Exercise objective:
In the listing below, count every line that contains "BONNIE". Give nothing but the number.

- - - -

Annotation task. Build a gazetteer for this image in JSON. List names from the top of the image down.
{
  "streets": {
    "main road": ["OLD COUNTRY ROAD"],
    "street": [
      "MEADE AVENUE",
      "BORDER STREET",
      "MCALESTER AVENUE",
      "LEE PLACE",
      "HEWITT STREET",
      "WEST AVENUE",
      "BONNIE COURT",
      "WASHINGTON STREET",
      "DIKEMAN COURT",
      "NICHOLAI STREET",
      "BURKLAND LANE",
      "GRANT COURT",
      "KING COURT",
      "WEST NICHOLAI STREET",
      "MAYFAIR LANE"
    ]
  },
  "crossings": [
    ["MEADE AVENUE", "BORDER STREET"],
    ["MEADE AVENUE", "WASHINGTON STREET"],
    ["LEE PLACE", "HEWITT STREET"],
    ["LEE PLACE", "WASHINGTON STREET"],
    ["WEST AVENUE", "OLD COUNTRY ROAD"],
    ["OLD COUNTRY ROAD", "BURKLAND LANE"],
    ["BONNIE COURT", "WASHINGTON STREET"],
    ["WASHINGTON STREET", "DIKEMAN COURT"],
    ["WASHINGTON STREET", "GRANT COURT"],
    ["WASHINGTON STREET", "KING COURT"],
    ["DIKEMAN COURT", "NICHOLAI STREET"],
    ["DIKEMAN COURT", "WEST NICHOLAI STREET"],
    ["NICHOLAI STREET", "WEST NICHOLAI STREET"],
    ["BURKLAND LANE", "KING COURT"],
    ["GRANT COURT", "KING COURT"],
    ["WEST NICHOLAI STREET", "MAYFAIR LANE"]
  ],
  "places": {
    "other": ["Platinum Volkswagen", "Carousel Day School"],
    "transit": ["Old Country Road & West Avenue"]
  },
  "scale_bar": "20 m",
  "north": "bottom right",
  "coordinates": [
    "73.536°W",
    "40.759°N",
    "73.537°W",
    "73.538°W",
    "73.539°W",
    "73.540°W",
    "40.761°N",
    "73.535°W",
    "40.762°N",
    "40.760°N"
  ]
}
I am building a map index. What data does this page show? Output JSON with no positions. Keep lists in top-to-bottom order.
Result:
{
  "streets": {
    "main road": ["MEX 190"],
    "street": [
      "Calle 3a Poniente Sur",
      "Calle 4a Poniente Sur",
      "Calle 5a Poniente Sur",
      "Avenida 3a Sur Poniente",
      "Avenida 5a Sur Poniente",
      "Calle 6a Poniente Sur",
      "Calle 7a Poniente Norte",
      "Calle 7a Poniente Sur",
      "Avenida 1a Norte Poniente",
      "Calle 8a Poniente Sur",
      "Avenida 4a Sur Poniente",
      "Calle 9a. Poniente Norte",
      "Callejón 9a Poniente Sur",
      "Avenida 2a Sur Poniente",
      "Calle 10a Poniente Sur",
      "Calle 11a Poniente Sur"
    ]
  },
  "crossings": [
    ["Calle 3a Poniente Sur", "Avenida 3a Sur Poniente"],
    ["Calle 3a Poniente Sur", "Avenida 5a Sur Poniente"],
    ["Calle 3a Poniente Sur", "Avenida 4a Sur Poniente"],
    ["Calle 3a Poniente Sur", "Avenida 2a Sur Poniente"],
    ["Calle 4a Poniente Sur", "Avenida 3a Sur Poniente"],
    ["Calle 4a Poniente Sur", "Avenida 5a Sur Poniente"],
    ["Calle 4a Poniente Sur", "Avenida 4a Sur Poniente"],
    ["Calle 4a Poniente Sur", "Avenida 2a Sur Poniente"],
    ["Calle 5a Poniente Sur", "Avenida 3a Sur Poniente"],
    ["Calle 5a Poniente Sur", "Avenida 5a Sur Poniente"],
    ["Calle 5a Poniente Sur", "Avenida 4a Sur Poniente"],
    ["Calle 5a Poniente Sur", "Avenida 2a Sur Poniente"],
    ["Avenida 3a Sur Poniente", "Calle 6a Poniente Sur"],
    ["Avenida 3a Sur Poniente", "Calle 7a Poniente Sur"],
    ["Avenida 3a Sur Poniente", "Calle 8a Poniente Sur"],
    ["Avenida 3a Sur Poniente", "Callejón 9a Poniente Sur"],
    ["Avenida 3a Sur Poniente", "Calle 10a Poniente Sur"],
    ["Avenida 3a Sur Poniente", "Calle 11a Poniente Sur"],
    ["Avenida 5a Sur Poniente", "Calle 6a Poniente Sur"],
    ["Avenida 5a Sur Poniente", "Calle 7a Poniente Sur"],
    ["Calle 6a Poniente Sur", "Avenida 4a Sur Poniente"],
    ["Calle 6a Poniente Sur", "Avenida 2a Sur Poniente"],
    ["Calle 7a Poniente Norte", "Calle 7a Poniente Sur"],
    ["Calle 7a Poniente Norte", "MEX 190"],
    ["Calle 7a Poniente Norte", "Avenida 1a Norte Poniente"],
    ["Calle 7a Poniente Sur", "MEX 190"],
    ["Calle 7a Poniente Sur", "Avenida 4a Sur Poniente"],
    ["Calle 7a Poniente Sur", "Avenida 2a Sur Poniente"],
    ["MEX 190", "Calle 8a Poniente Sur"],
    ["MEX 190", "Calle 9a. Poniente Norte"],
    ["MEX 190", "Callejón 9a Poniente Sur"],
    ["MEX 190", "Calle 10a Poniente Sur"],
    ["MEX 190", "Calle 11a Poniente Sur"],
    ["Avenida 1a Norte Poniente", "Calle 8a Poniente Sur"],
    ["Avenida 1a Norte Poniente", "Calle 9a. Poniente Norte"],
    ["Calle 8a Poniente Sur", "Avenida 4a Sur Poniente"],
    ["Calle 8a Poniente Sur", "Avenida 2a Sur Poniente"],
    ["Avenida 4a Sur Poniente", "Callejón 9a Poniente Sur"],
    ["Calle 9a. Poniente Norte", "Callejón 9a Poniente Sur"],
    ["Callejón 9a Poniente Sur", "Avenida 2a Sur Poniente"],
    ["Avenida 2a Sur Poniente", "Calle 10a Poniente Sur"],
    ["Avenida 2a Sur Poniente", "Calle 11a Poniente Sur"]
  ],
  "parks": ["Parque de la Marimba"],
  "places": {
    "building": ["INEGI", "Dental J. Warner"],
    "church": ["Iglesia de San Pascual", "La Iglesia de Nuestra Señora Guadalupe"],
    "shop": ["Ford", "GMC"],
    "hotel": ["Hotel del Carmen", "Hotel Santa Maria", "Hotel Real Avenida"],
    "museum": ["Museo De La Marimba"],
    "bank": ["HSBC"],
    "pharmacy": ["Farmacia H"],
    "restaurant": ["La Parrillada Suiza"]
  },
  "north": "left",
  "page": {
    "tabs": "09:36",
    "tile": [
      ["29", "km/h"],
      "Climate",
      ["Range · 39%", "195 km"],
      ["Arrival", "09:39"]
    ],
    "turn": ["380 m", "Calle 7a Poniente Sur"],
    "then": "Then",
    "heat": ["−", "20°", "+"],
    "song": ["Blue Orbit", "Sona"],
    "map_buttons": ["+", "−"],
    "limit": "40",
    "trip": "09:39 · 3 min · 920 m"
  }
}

- - - -

Final answer:
2